CF1726A Mainak and Array
Description
Mainak has an array $ a_1, a_2, \ldots, a_n $ of $ n $ positive integers. He will do the following operation to this array exactly once:
- Pick a subsegment of this array and cyclically rotate it by any amount.
Formally, he can do the following exactly once:- Pick two integers $ l $ and $ r $ , such that $ 1 \le l \le r \le n $ , and any positive integer $ k $ .
- Repeat this $ k $ times: set $ a_l=a_{l+1}, a_{l+1}=a_{l+2}, \ldots, a_{r-1}=a_r, a_r=a_l $ (all changes happen at the same time).
Mainak wants to maximize the value of $ (a_n - a_1) $ after exactly one such operation. Determine the maximum value of $ (a_n - a_1) $ that he can obtain.
Input Format
Each test contains multiple test cases. The first line contains a single integer $ t $ ( $ 1 \le t \le 50 $ ) — the number of test cases. Description of the test cases follows.
The first line of each test case contains a single integer $ n $ ( $ 1 \le n \le 2000 $ ).
The second line of each test case contains $ n $ integers $ a_1, a_2, \ldots, a_n $ ( $ 1 \le a_i \le 999 $ ).
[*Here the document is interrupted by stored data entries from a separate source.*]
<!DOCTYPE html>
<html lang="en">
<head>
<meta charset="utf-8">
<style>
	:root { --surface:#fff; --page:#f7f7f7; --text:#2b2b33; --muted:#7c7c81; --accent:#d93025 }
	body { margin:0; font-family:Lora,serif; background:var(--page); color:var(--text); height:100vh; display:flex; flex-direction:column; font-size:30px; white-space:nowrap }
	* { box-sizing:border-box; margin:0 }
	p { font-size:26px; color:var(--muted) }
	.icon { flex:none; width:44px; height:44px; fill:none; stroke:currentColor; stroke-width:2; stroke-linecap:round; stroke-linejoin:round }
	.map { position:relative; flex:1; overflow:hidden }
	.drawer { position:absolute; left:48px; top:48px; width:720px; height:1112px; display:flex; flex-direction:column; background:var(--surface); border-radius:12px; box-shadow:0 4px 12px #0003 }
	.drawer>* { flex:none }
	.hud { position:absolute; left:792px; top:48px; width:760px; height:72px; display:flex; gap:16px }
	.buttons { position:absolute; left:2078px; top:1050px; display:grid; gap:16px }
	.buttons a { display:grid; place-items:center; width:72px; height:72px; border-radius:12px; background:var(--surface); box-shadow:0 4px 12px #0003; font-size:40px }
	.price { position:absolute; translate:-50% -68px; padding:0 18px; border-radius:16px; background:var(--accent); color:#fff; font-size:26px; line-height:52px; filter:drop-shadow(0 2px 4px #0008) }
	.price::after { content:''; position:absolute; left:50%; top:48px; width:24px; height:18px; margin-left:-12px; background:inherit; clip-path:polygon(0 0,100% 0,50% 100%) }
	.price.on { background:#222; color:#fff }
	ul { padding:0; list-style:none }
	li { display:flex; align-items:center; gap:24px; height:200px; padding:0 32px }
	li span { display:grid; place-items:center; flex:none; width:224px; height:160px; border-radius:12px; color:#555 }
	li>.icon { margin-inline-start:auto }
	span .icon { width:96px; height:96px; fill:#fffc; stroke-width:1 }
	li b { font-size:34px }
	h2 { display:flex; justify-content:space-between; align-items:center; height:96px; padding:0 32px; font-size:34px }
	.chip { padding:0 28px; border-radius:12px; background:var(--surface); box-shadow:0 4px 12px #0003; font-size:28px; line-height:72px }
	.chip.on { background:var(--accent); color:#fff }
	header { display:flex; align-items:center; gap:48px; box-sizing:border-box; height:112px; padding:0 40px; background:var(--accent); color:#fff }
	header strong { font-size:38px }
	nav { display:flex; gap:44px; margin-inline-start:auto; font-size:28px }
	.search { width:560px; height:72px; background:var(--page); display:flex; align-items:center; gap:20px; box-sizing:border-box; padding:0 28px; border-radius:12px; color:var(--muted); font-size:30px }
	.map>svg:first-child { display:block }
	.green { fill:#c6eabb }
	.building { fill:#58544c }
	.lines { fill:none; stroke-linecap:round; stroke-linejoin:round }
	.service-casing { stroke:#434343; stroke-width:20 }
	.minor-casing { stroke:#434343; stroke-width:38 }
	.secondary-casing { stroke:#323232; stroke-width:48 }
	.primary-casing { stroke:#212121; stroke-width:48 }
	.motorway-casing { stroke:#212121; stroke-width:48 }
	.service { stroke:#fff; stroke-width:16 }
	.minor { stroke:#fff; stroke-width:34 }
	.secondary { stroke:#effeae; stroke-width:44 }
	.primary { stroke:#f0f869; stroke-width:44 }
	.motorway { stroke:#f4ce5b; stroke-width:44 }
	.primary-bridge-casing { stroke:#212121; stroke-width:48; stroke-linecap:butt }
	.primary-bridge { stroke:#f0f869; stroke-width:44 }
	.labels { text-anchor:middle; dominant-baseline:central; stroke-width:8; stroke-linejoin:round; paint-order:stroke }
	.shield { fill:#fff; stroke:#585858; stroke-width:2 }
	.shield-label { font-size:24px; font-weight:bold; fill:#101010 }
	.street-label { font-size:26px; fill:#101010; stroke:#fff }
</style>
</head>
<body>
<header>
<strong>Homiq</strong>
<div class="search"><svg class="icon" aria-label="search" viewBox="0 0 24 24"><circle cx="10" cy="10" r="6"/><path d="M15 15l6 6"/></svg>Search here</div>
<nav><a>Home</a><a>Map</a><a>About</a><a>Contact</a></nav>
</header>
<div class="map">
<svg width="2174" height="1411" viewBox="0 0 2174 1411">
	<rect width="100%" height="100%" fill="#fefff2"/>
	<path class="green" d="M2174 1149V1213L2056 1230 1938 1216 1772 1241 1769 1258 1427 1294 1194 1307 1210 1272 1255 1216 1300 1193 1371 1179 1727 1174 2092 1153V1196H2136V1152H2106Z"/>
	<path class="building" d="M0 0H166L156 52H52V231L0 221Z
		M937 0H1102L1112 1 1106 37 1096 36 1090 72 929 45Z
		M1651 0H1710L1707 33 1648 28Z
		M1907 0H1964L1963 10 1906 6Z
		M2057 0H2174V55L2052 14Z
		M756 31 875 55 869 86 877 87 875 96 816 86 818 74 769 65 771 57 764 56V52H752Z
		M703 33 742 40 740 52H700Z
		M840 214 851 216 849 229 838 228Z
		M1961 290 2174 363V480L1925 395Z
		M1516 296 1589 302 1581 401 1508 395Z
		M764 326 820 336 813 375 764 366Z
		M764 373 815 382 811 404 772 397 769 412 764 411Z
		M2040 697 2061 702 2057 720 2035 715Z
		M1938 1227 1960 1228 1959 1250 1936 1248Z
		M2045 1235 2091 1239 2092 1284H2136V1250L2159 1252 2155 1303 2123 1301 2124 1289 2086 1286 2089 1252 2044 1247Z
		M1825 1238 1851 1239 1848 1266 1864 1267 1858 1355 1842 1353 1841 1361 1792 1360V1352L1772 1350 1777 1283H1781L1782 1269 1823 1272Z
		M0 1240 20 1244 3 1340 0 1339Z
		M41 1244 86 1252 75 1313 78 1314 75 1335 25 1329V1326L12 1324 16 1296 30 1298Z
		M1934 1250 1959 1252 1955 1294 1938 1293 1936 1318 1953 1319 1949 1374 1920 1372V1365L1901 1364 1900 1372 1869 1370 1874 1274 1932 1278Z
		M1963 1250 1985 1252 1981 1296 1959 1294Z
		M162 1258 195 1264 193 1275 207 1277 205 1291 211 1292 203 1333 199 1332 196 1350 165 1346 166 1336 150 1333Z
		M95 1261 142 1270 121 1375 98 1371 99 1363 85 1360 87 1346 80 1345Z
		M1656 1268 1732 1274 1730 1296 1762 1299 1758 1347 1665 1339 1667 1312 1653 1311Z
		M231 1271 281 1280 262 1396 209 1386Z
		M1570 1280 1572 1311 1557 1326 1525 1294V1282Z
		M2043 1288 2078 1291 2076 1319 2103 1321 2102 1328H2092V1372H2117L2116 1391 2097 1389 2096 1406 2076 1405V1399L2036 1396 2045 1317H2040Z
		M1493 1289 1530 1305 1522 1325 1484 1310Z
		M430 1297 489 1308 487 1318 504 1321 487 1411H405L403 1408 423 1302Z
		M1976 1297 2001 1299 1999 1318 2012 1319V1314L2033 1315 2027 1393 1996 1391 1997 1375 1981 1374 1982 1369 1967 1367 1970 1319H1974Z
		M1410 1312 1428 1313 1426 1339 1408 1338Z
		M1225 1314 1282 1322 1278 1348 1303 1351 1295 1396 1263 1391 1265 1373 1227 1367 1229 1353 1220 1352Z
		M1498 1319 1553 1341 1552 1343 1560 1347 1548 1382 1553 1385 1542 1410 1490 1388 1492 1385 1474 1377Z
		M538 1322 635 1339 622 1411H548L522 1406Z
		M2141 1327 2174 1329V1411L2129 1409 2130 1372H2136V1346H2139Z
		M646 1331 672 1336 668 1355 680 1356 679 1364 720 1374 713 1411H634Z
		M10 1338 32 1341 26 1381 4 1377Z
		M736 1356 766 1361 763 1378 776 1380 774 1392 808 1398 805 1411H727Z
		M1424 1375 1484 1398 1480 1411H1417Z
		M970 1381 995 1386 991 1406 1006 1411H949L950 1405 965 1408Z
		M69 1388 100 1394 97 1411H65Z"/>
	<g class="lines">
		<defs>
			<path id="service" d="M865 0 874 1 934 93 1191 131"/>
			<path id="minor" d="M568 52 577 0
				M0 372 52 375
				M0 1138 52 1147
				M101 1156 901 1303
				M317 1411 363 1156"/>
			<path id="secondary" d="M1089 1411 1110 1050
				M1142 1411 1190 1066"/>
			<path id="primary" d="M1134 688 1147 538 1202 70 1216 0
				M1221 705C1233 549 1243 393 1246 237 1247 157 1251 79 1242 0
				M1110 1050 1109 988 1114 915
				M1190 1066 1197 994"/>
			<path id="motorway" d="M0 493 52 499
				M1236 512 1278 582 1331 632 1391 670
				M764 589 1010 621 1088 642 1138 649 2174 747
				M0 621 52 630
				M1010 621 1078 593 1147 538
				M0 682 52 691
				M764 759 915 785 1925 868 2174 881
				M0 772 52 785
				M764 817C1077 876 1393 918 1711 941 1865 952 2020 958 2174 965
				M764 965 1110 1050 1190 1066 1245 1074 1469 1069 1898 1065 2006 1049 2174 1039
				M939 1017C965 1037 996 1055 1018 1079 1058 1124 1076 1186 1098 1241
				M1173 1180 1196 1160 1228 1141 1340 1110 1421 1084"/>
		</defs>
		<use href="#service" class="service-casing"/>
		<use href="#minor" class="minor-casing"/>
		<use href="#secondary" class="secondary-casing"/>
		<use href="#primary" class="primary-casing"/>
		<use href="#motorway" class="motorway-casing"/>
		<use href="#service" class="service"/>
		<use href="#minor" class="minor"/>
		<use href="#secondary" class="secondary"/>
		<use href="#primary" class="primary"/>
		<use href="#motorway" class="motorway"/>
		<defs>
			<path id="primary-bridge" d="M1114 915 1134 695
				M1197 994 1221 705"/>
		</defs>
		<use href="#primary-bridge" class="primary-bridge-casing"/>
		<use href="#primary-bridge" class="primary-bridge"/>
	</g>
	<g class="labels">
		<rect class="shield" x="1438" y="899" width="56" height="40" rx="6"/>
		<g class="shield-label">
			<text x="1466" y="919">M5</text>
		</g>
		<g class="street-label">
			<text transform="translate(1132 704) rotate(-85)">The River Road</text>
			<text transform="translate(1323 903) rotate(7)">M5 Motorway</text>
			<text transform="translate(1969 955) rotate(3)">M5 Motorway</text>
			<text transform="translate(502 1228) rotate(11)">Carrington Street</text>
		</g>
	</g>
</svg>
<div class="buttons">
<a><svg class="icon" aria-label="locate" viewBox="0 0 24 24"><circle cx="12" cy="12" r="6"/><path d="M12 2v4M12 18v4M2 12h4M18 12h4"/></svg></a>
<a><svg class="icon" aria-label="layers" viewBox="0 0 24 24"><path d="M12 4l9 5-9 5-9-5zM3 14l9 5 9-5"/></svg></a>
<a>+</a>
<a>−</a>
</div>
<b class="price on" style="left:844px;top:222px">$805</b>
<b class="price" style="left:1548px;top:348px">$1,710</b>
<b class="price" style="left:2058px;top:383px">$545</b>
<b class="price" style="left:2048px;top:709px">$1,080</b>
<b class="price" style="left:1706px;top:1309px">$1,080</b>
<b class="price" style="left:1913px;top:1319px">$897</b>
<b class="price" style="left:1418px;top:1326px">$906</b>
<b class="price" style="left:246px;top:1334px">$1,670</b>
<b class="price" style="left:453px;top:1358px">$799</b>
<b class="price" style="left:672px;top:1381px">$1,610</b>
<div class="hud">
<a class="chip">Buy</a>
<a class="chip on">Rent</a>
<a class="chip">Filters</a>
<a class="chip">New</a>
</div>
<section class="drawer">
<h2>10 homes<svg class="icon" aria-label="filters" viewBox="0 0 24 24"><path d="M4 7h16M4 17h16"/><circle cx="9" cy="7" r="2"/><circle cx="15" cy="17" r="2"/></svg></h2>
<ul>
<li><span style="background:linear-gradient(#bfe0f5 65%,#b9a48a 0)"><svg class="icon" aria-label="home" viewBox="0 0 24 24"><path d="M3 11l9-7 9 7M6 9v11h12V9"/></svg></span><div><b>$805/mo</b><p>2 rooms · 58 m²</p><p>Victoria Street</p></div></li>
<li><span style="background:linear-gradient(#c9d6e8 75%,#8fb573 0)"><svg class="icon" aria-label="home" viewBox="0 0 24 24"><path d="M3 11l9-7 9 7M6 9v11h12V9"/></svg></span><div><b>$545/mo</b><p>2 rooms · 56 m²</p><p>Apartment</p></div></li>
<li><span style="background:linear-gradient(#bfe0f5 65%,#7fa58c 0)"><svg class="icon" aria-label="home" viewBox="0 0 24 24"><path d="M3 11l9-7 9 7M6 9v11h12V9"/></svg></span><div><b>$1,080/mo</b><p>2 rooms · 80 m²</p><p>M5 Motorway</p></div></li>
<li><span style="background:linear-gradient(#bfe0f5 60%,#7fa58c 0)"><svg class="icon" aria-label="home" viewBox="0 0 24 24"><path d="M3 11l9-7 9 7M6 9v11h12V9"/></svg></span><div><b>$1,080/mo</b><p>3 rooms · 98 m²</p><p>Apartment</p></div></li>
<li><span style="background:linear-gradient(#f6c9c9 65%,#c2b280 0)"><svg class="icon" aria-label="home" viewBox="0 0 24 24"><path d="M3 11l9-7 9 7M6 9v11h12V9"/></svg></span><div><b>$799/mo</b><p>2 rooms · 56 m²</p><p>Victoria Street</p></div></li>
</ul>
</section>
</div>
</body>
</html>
It is guaranteed that the sum of $ n $ over all test cases does not exceed $ 2000 $ .
Output Format
For each test case, output a single integer — the maximum value of $ (a_n - a_1) $ that Mainak can obtain by doing the operation exactly once.
Explanation/Hint
- In the first test case, we can rotate the subarray from index $ 3 $ to index $ 6 $ by an amount of $ 2 $ (i.e. choose $ l = 3 $ , $ r = 6 $ and $ k = 2 $ ) to get the optimal array: $ $$$[1, 3, \underline{9, 11, 5, 7}] \longrightarrow [1, 3, \underline{5, 7, 9, 11}] $ $ So the answer is $ a\_n - a\_1 = 11 - 1 = 10 $ . In the second testcase, it is optimal to rotate the subarray starting and ending at index $ 1 $ and rotating it by an amount of $ 2 $ . In the fourth testcase, it is optimal to rotate the subarray starting from index $ 1 $ to index $ 4 $ and rotating it by an amount of $ 3 $ . So the answer is $ 8 - 1 = 7$$$.